How Much Could a Bike Ride Cost Anyway?

I’ve spent over a thousand dollars on major bike repairs and gear recently. It sounds like a lot, but some of it was way overdue. I hope I’m good on that for 6 months or so. Time will tell, but I’m hoping I can keep gear and maintenance to a $200 per month level. That will be more of a challenge as weekly mileage increases.

Transportation is the rest of the cost. This project is on a trail for the beauty and comparative safety. On trails, you only find the drivers who would be killers at intersections with roads. The only downside is driving to get out to the trail.

Some people think of the cost of gas as the cost of going somewhere and then never really figure out how much gas it took, especially on local trips. The cost of the car itself seems to get put in some other mental category called “having a car”.

Paying something closer to accurate attention to the cost of driving somewhere is a natural for me though. My father used to calculate the actual per mile cost of every car or truck he owned. Because of that influence, I usually figure that going to a fast food place costs about twice the menu price (ones I like are 15 minutes or so from my home). I’m more attentive than most, but still not as committed to an exact figure as Dad was. For a project like this though, I need to know.

I briefly worked for a company called National Opinion Research Center, (NORC) headquartered at the University of Chicago. They’re famous for opinion surveys, but they collect and analyze all kinds of soft and hard data. They did mileage calculations for the IRS in a manner to make the allowance adjustable.
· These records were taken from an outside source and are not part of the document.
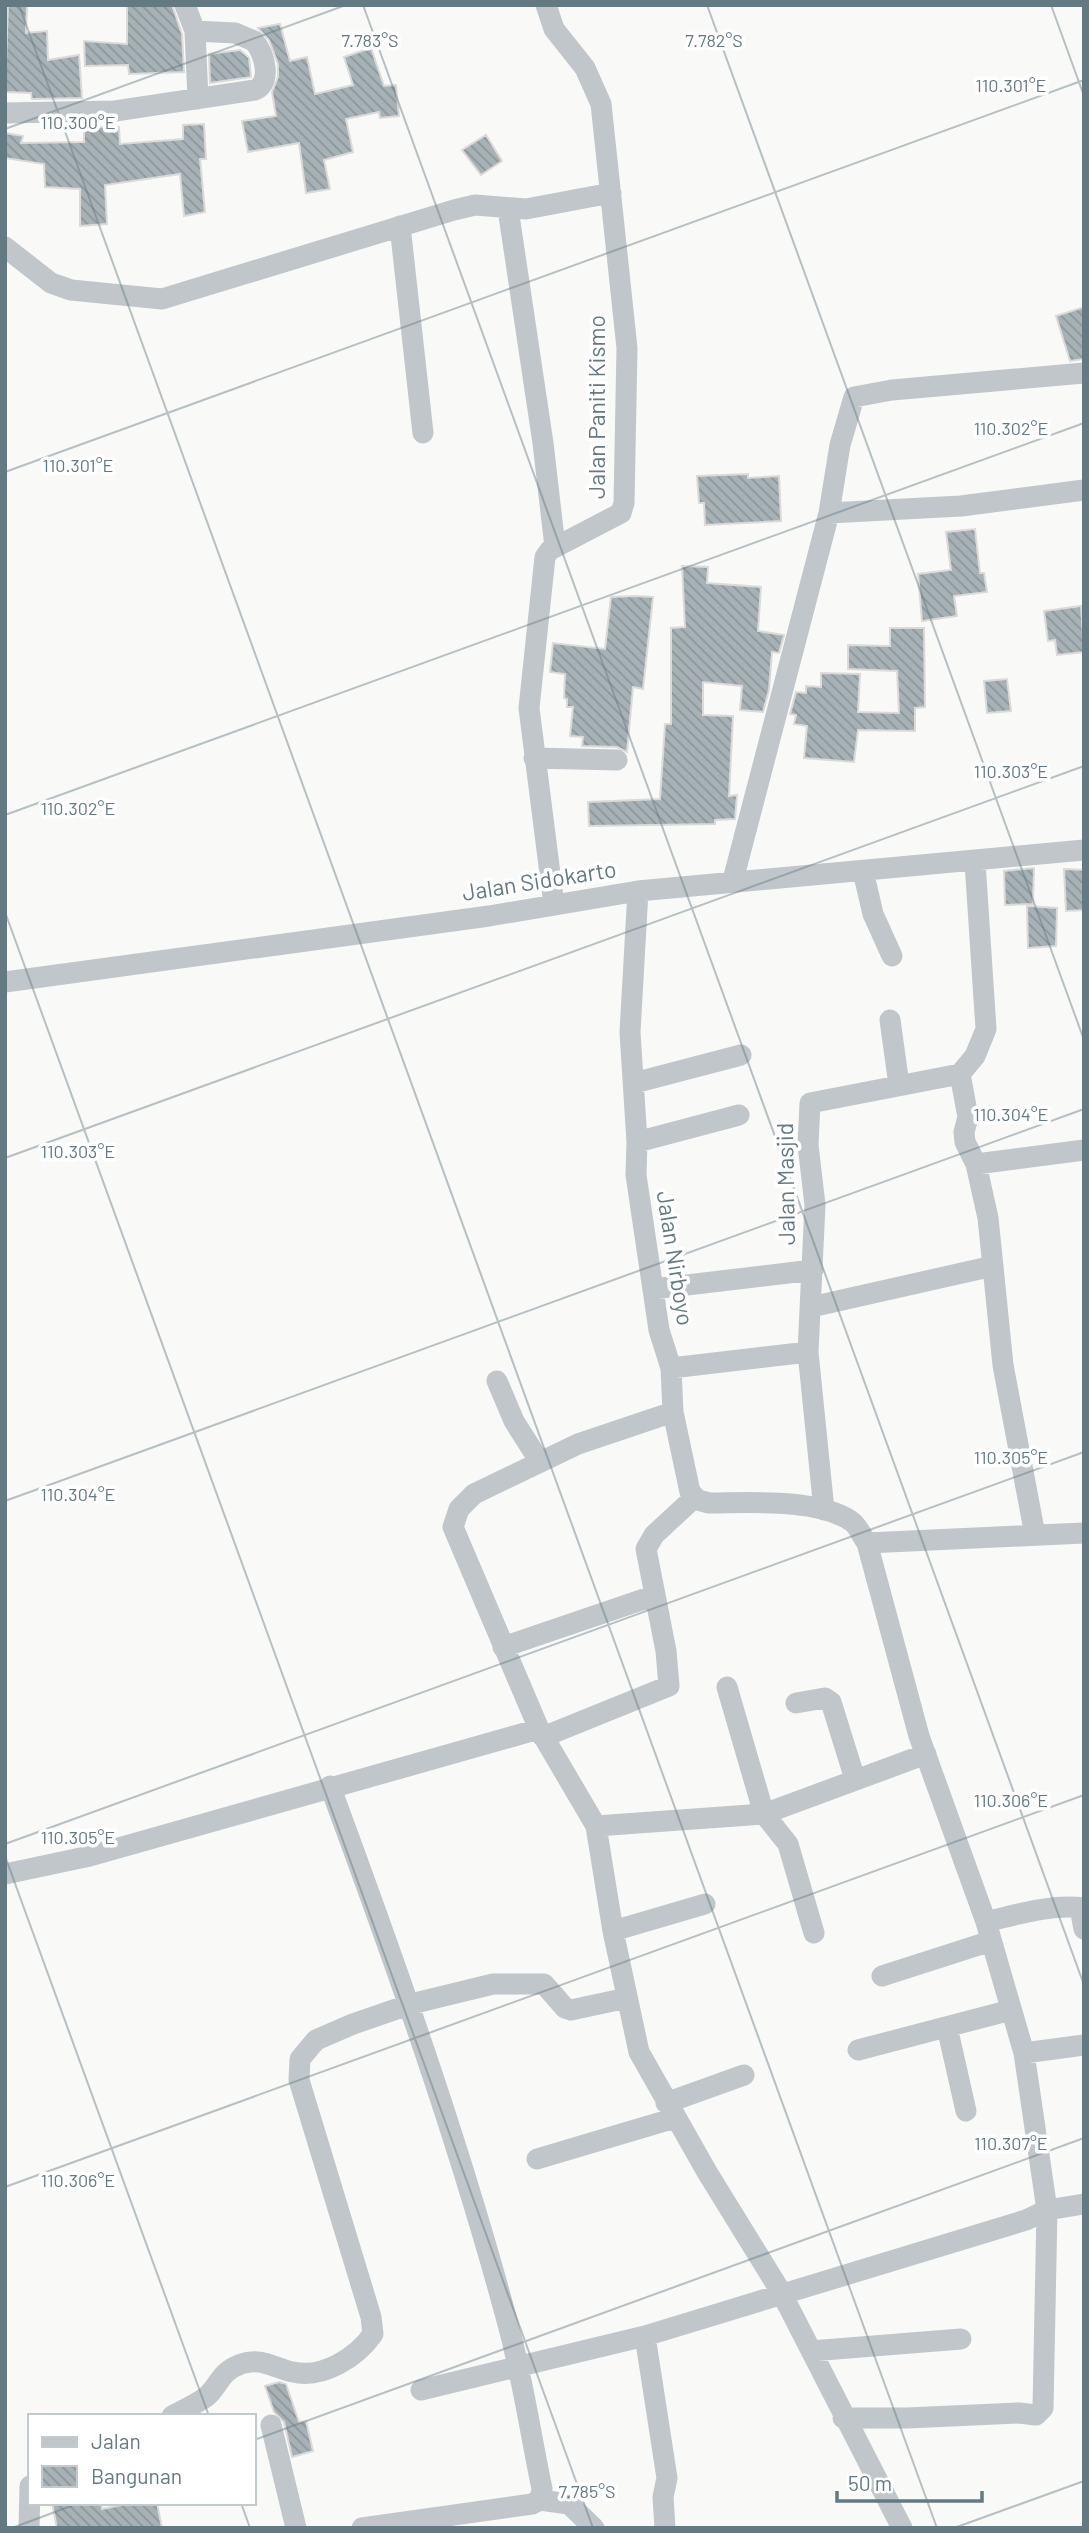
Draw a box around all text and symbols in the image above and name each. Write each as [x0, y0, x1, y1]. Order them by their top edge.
text: 7.783°S [341, 29, 399, 51]
text: 7.782°S [685, 29, 743, 51]
text: 110.301°E [976, 74, 1046, 96]
text: 110.300°E [40, 111, 116, 133]
street label: Jalan Paniti Kismo [582, 315, 610, 499]
text: 110.302°E [974, 417, 1048, 439]
text: 110.301°E [43, 454, 113, 476]
text: 110.303°E [974, 760, 1048, 782]
text: 110.302°E [41, 797, 115, 819]
street label: Jalan Sidokarto [460, 854, 618, 906]
text: 110.304°E [974, 1103, 1048, 1125]
street label: Jalan Masjid [770, 1123, 800, 1245]
text: 110.303°E [41, 1140, 115, 1162]
street label: Jalan Nirboyo [652, 1189, 700, 1327]
text: 110.305°E [974, 1446, 1048, 1468]
text: 110.304°E [41, 1483, 115, 1505]
text: 110.306°E [974, 1789, 1048, 1811]
text: 110.305°E [41, 1826, 115, 1848]
text: 110.307°E [974, 2132, 1048, 2154]
text: 110.306°E [41, 2169, 115, 2191]
legend [28, 2414, 256, 2505]
text: Jalan [91, 2428, 141, 2453]
scale bar [837, 2460, 982, 2504]
text: Bangunan [91, 2463, 182, 2488]
text: 50 m [848, 2470, 892, 2495]
text: 7.785°S [558, 2480, 616, 2502]

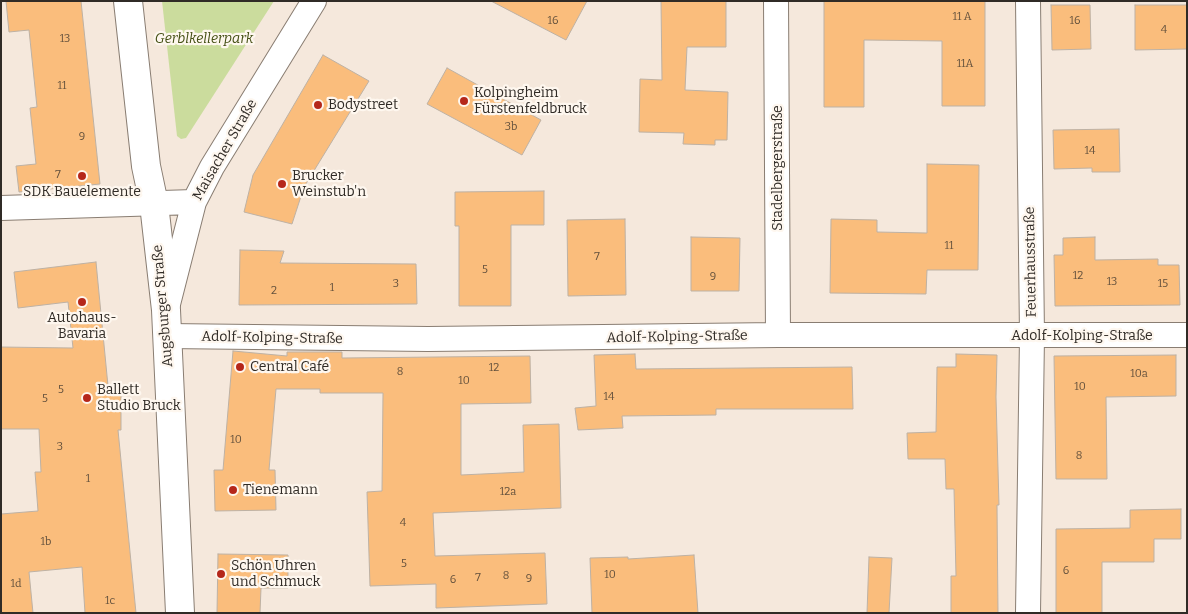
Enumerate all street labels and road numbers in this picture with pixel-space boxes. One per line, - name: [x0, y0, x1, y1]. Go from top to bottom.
- street label: Maisacher Straße: [189, 96, 261, 204]
- street label: Stadelbergerstraße: [770, 105, 786, 231]
- street label: Feuerhausstraße: [1022, 207, 1040, 317]
- street label: Augsburger Straße: [149, 244, 177, 368]
- street label: Adolf-Kolping-Straße: [606, 327, 748, 347]
- street label: Adolf-Kolping-Straße: [201, 328, 343, 348]
- street label: Adolf-Kolping-Straße: [1011, 328, 1153, 344]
Have you noticed that the deductible allowance changes more often than it used to? Most of that change is due to fluctuation in gas prices because other costs do not fluctuate as often nor as much. The other part of the figure is calculated on the average cost of a car and maintenance. The cost of my car is 20% above average. (I’ve always driven economy cars, but now I sometimes need to carry 5-7 people, two of them over six feet tall). So the IRS figure is what you use if you want to take their average on business mileage. Keeping records and supporting a higher price is what you do if your car is more expensive than average. For this, I’m looking for the best approximation I can get without digging in my files.
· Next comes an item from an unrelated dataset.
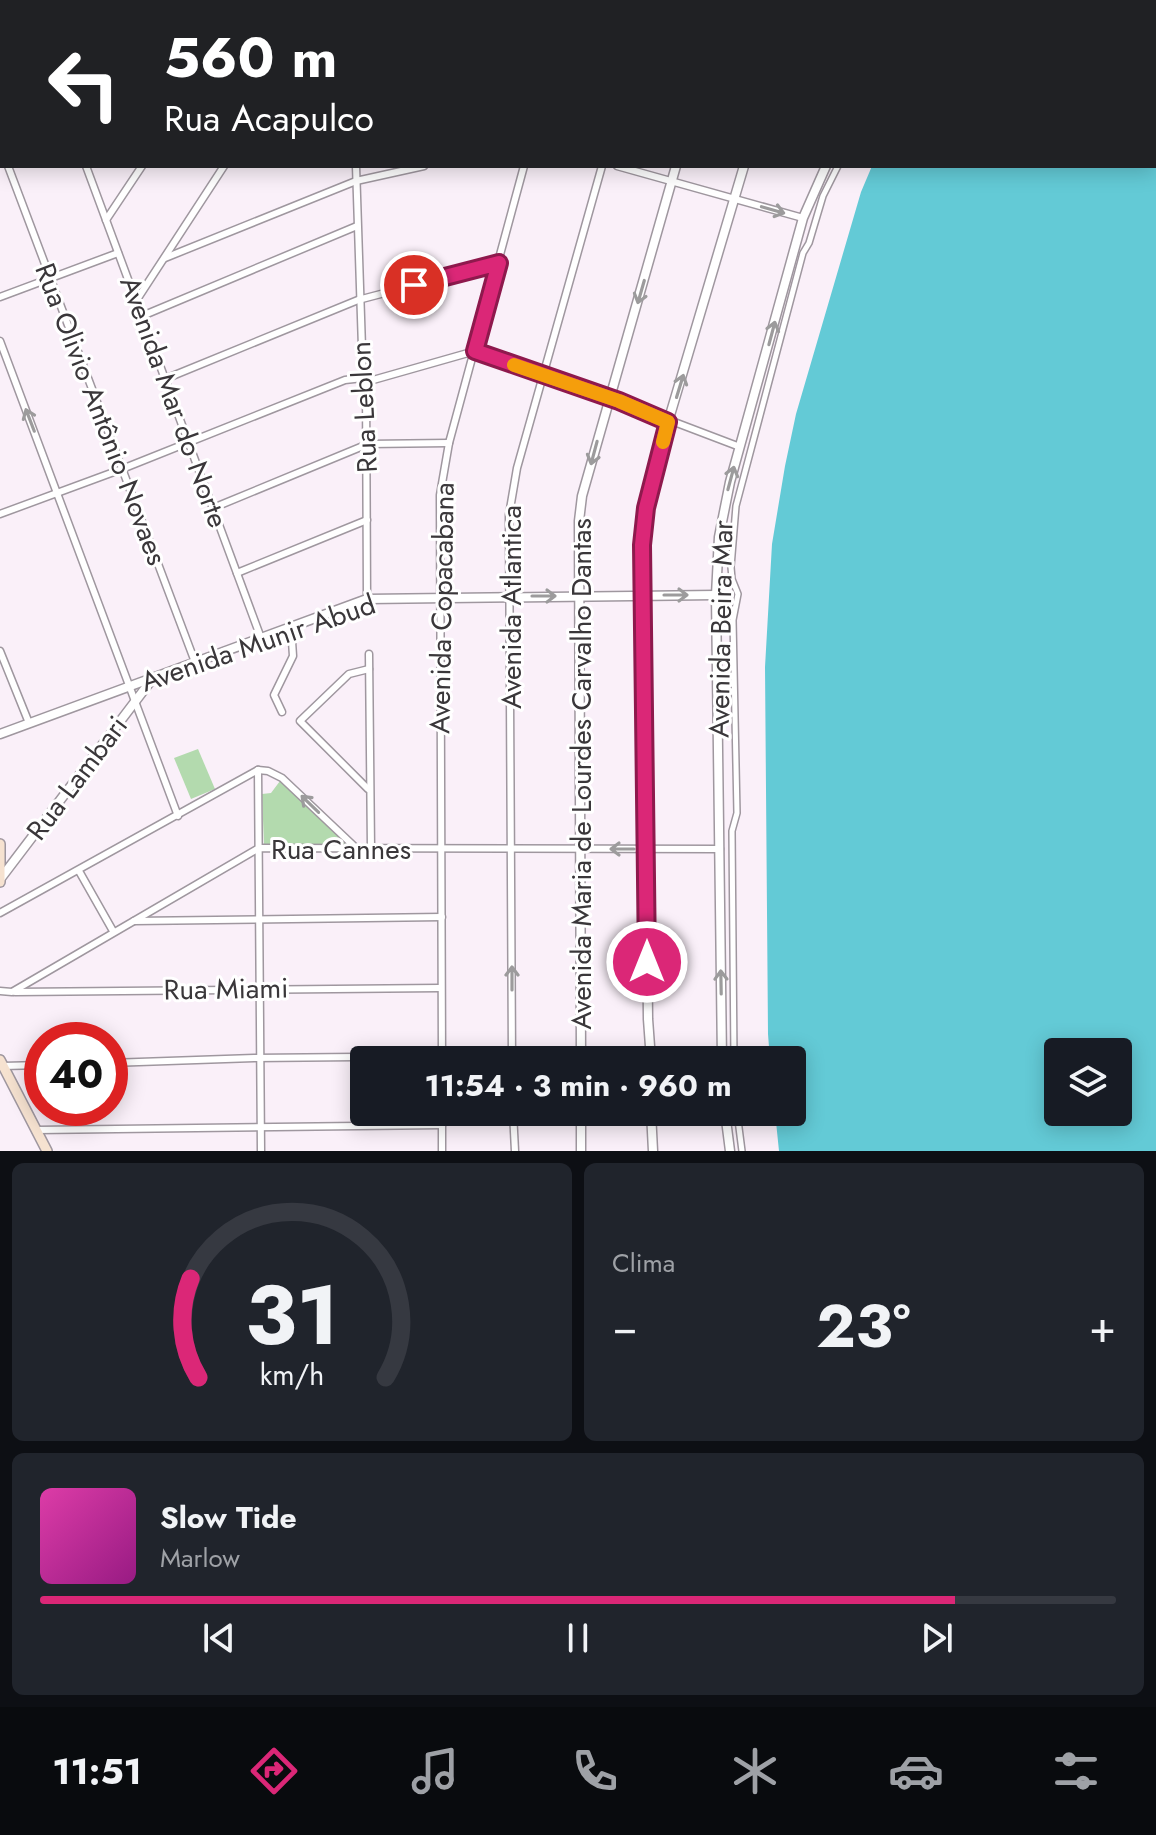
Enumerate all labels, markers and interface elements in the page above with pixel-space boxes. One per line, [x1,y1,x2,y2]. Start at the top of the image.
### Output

The training rides I currently make are quite a bit further than my original plan. Now a ride requires a 96 mile drive round trip (RT) or $56 at the current IRS rate of 57.5 cents per mile. If you add an extra 10% because my car is 20% more expensive than average, that comes to $63.25. I’m currently attempting 3 of those a week, which is $189.75 per week or $796.95 transportation per month, plus the $200 in maintenance and gear for $996.95 total per month. While it is easier on my body to spread it out right now, actually sitting down to do the math increases my resolve to fit my training miles into 2 rides per week instead of 3.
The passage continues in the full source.